A significant problem causing much conflict in some regions, for instance in Bangladesh, are the land use rights. With shrimp farming, a new industry expanded into coastal areas and started to make exclusive use of previously public resources. In some areas, the rapid expansion resulted in the local coastal population being denied access to the coast by a continuous strip of shrimp farms with serious impacts on the local fisheries. Such problems were compounded by poor ecological practices that caused a degradation of common resources (such as excessive use of freshwater to control the salinity of the ponds, causing the water table to sink and leading to the salination of freshwater aquifers by an inflow of salt water). With growing experience, countries usually introduced stronger governmental regulations and have taken steps to mitigate such problems, for instance through land zoning legislations and by offering economic incentives through tax and payment services. Some late adopters have even managed to avoid some problems through proactive legislation, e.g. Mexico. The situation in Mexico is unique owing to the strongly government-regulated market. Even after the liberalisation in the early 1990s, most shrimp farms are still owned and controlled by locals or local co-ops (ejidos).

Social tensions have occurred due to changes in the wealth distribution within populations. The effects of this are mixed, though, and the problems are not unique to shrimp farming. Changes in the distribution of wealth tend to induce changes in the power structure within a community. In some cases, there is a widening gap between the general population and local elites who have easier access to credits, subsidies, and permits and thus are more likely to become shrimp farmers and benefit more. In Bangladesh, on the other hand, local elites were opposing shrimp farming, which was controlled largely by an urban elite.

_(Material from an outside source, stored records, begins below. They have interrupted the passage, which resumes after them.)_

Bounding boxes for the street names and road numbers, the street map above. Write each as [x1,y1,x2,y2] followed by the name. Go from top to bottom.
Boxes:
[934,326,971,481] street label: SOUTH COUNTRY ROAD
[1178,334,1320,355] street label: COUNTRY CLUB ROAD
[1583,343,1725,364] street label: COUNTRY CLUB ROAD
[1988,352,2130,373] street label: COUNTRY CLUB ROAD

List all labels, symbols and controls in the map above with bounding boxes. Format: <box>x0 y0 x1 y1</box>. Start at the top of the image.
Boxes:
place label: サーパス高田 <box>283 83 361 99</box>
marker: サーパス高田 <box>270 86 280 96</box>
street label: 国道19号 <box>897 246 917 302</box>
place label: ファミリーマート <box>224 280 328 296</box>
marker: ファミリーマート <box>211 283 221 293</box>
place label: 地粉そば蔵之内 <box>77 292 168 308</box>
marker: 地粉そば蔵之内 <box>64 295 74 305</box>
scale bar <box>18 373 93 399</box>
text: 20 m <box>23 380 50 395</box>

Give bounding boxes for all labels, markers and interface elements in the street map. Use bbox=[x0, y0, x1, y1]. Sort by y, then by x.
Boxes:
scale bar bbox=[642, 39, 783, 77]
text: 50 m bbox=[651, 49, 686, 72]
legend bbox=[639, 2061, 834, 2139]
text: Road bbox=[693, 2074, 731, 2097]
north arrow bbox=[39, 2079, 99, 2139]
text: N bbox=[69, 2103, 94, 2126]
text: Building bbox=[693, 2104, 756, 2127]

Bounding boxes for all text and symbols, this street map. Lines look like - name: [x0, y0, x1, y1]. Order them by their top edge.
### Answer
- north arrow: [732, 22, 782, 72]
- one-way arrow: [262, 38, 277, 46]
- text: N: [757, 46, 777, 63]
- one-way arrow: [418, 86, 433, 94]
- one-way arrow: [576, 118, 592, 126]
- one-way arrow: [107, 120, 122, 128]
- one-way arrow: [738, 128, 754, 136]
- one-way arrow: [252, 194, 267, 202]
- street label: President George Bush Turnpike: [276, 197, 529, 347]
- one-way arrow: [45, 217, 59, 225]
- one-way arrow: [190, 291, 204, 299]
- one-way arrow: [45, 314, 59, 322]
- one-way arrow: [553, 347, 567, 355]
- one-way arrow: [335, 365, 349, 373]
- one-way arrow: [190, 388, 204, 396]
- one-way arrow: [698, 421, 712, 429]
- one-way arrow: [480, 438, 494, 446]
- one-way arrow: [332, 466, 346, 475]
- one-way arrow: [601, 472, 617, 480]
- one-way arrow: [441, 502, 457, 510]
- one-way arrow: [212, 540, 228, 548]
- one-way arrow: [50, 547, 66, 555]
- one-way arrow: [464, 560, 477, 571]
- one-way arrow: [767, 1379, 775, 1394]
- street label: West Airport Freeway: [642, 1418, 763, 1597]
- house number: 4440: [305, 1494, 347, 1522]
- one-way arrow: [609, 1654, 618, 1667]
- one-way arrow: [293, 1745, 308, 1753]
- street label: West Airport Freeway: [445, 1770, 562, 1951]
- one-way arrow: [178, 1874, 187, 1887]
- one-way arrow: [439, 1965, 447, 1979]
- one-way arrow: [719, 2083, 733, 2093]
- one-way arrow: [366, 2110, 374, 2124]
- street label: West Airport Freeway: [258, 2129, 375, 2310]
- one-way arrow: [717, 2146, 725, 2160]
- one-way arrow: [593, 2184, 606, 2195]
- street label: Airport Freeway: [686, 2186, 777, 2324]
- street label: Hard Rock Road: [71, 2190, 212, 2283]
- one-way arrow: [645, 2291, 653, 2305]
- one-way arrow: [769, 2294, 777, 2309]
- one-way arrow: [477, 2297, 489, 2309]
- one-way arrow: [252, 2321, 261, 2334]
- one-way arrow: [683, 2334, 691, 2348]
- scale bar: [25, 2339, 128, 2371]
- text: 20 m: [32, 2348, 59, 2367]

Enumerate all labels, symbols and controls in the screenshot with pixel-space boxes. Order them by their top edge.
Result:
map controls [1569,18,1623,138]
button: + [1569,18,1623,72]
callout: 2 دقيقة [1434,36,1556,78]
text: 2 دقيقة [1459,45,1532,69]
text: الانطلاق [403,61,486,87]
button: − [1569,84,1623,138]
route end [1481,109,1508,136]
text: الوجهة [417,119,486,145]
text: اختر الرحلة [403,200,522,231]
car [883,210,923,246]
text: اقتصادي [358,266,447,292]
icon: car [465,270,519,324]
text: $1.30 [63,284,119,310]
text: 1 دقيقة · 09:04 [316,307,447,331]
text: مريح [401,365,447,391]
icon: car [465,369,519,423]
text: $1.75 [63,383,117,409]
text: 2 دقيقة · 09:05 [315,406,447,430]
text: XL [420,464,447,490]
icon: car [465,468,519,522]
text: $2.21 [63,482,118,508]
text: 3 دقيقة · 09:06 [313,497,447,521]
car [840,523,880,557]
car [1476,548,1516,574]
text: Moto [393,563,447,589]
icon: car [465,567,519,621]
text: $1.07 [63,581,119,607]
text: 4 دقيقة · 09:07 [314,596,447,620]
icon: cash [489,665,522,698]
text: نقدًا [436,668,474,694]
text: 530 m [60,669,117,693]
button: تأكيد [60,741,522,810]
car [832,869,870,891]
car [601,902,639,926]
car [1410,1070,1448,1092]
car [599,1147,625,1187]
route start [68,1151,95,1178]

Land concentrations in a few hands has been recognized to carry an increased risk of social and economic problems developing, especially if the landowners are non-local.

In general, it has been found that shrimp farming is accepted best and introduced most easily and with the greatest benefits for the local communities if the farms are owned by local people instead of by restricted remote élites or large companies because local owners have a direct interest in maintaining the environment and good relations with their neighbors, and because it avoids the formation of large-scale land property.

== Sustainable practices ==
Although shrimp farming has disrupted social structures, it is possible for both commercial industries and independent farmers to succeed. Closed system shrimp aquaculture for instance, is becoming widely used in the US and is making its way to Southeast Asia. This system takes place indoors in moderate sized pools which efficiently circulates the water. In some cases filter feeders such as shellfish and other fish are introduced in the system, feeding off nutrients in the water that would otherwise be cycled out. This option is more environmentally safe than large scale intensive farming practices. Unfortunately, this system is capital intensive and would be difficult for small scale, independent shrimp farmers to acquire. However, this would be an excellent alternative for larger shrimp industries in Thailand.

Another alternative would be to revert to traditional shrimp farming practices, without overstocking and the use of harmful chemicals. This would be an ideal option for small scale shrimp farmers supplying for their own community as well as creating an independent food source.

== See also ==

- Freshwater prawn farming shares many characteristics and problems with marine shrimp farming. Unique problems are introduced by developmental life cycle of the main species (the giant river prawn, Macrobrachium rosenbergii). The global annual production of freshwater prawns (excluding crayfish and crabs) in 2003 was about 280,000 tonnes, of which China produced some 180,000 tonnes, followed by India and Thailand with some 35,000 tonnes each. China also produced about 370,000 tonnes of Chinese mitten crab (Eriocheir sinensis).